Set the pictures aside and return each record below precisely as written.

• • •

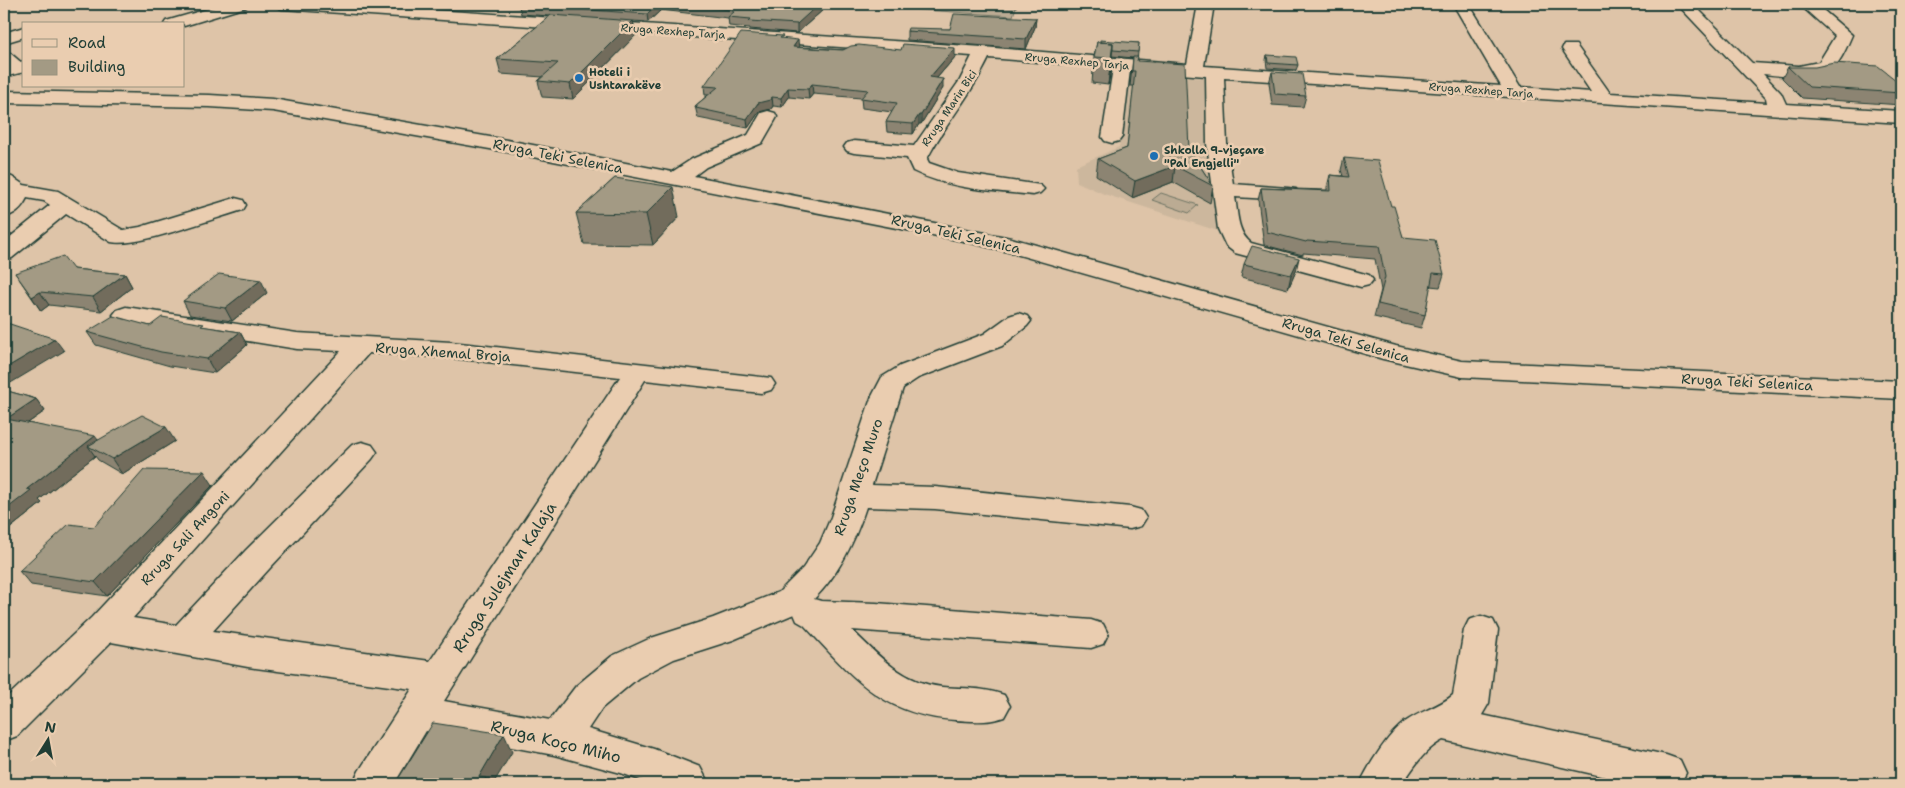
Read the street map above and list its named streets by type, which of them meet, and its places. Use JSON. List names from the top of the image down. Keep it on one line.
{"streets":{"street":["Rruga Rexhep Tarja","Rruga Marin Bici","Rruga Teki Selenica","Rruga Xhemal Broja","Rruga Meço Muro","Rruga Sali Angoni","Rruga Sulejman Kalaja","Rruga Koço Miho"]},"crossings":[["Rruga Rexhep Tarja","Rruga Marin Bici"],["Rruga Xhemal Broja","Rruga Sali Angoni"],["Rruga Xhemal Broja","Rruga Sulejman Kalaja"],["Rruga Meço Muro","Rruga Koço Miho"],["Rruga Sulejman Kalaja","Rruga Koço Miho"]],"places":["Hoteli i Ushtarakëve","Shkolla 9-vjeçare \"Pal Engjelli\""],"legend":["Road","Building"],"north":"top"}
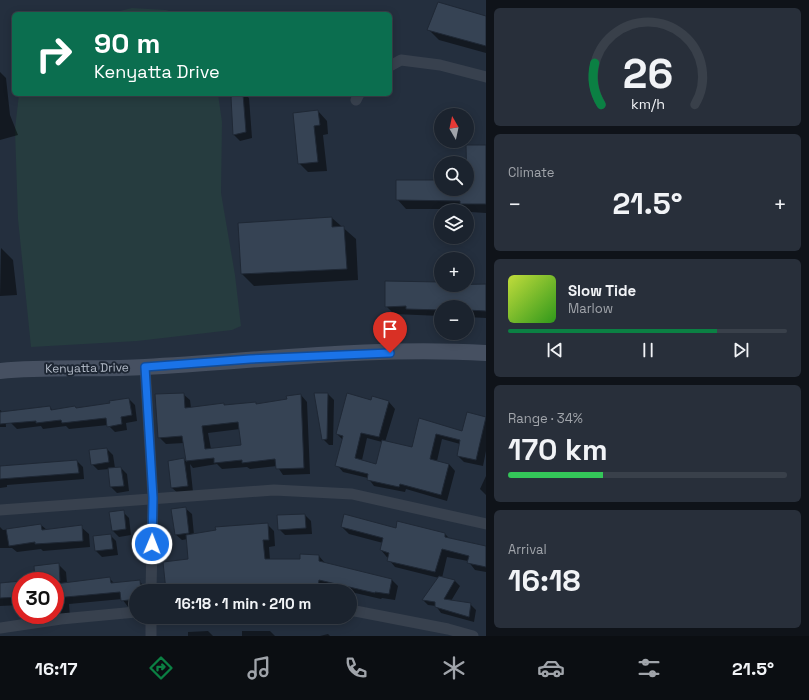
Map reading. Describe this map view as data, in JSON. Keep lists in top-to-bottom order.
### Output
{
  "streets": {
    "main road": ["Kenyatta Drive"]
  },
  "north": "top",
  "page": {
    "turn": ["90 m", "Kenyatta Drive"],
    "map_buttons": ["+", "−"],
    "tile": [
      "Climate",
      ["Range · 34%", "170 km"],
      ["Arrival", "16:18"]
    ],
    "heat": ["−", "21.5°", "+"],
    "song": ["Slow Tide", "Marlow"],
    "limit": "30",
    "trip": "16:18 · 1 min · 210 m",
    "tabs": ["16:17", "21.5°"],
    "gauge": ["26", "km/h"]
  }
}
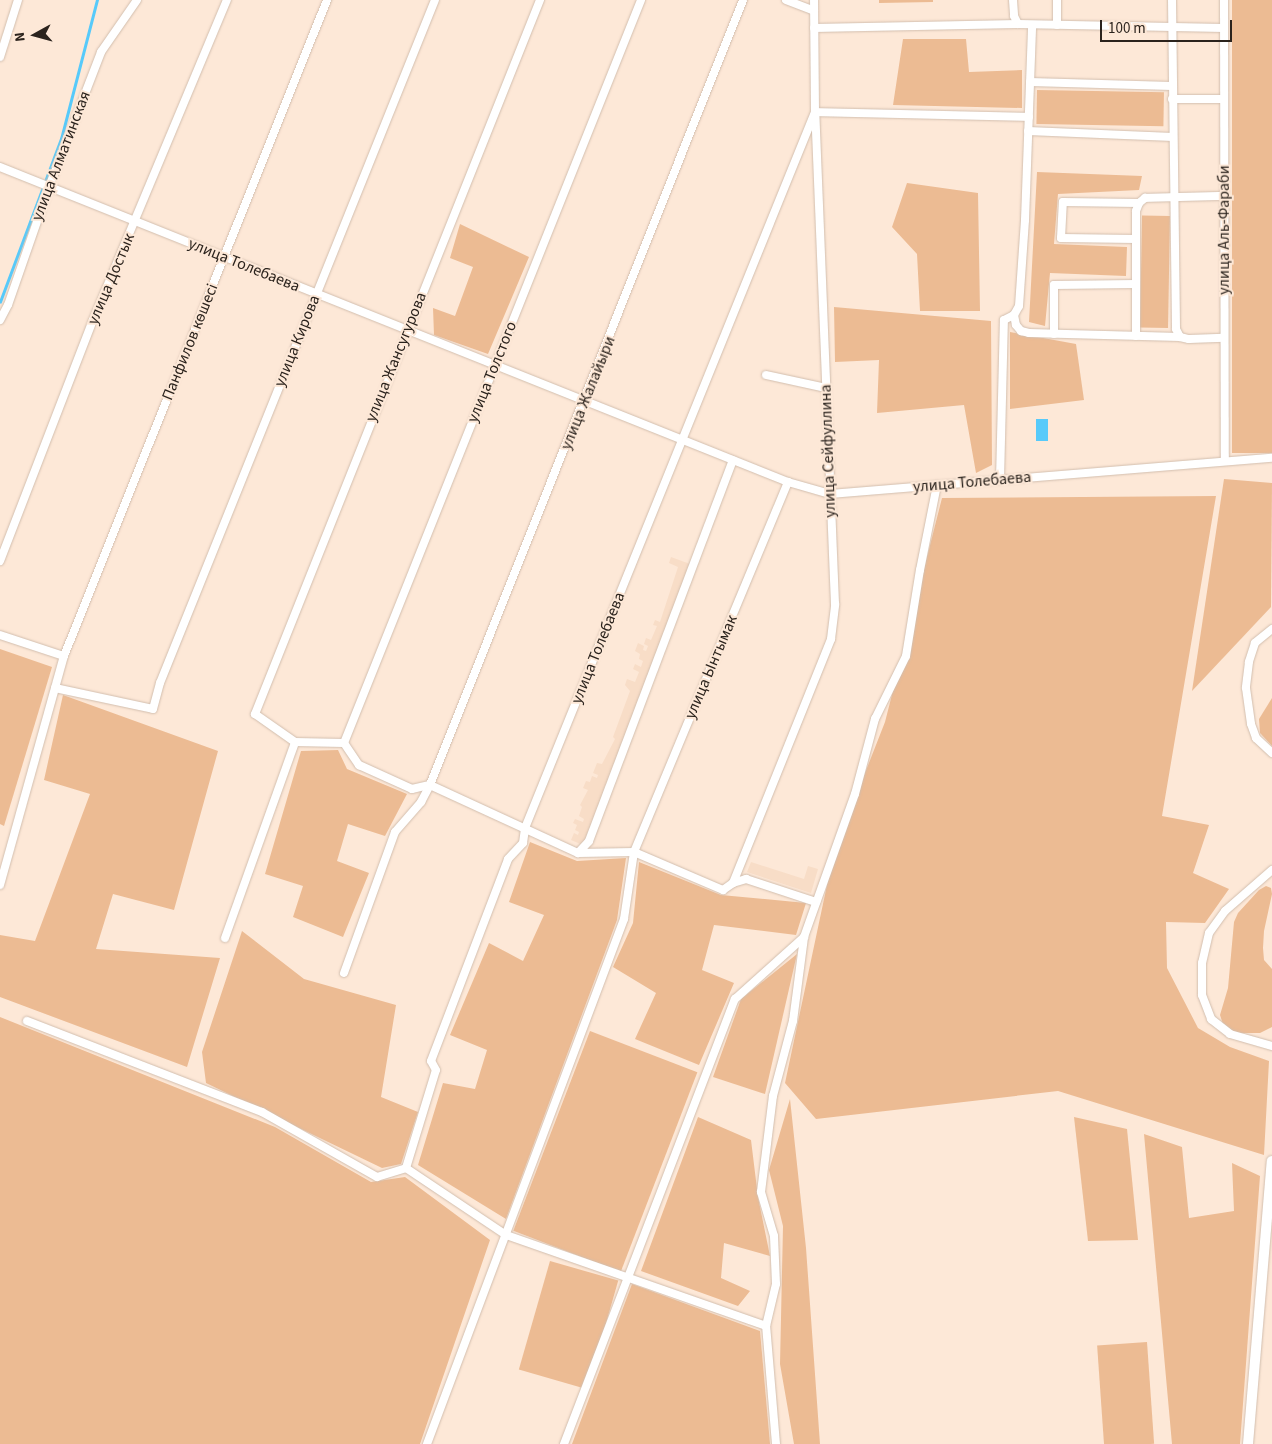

• • •

▸ SOLUTION TO THIS TASK:
Read the street map above and list its named streets by type, which of them meet, and its places. Use JSON. List names from the top of the image down. Keep it on one line.
{"streets":{"street":["Rruga Rexhep Tarja","Rruga Marin Bici","Rruga Teki Selenica","Rruga Xhemal Broja","Rruga Meço Muro","Rruga Sali Angoni","Rruga Sulejman Kalaja","Rruga Koço Miho"]},"crossings":[["Rruga Rexhep Tarja","Rruga Marin Bici"],["Rruga Xhemal Broja","Rruga Sali Angoni"],["Rruga Xhemal Broja","Rruga Sulejman Kalaja"],["Rruga Meço Muro","Rruga Koço Miho"],["Rruga Sulejman Kalaja","Rruga Koço Miho"]],"places":["Hoteli i Ushtarakëve","Shkolla 9-vjeçare \"Pal Engjelli\""],"legend":["Road","Building"],"north":"top"}
Map reading. Describe this map view as data, in JSON. Keep lists in top-to-bottom order.
### Output
{
  "streets": {
    "main road": ["Kenyatta Drive"]
  },
  "north": "top",
  "page": {
    "turn": ["90 m", "Kenyatta Drive"],
    "map_buttons": ["+", "−"],
    "tile": [
      "Climate",
      ["Range · 34%", "170 km"],
      ["Arrival", "16:18"]
    ],
    "heat": ["−", "21.5°", "+"],
    "song": ["Slow Tide", "Marlow"],
    "limit": "30",
    "trip": "16:18 · 1 min · 210 m",
    "tabs": ["16:17", "21.5°"],
    "gauge": ["26", "km/h"]
  }
}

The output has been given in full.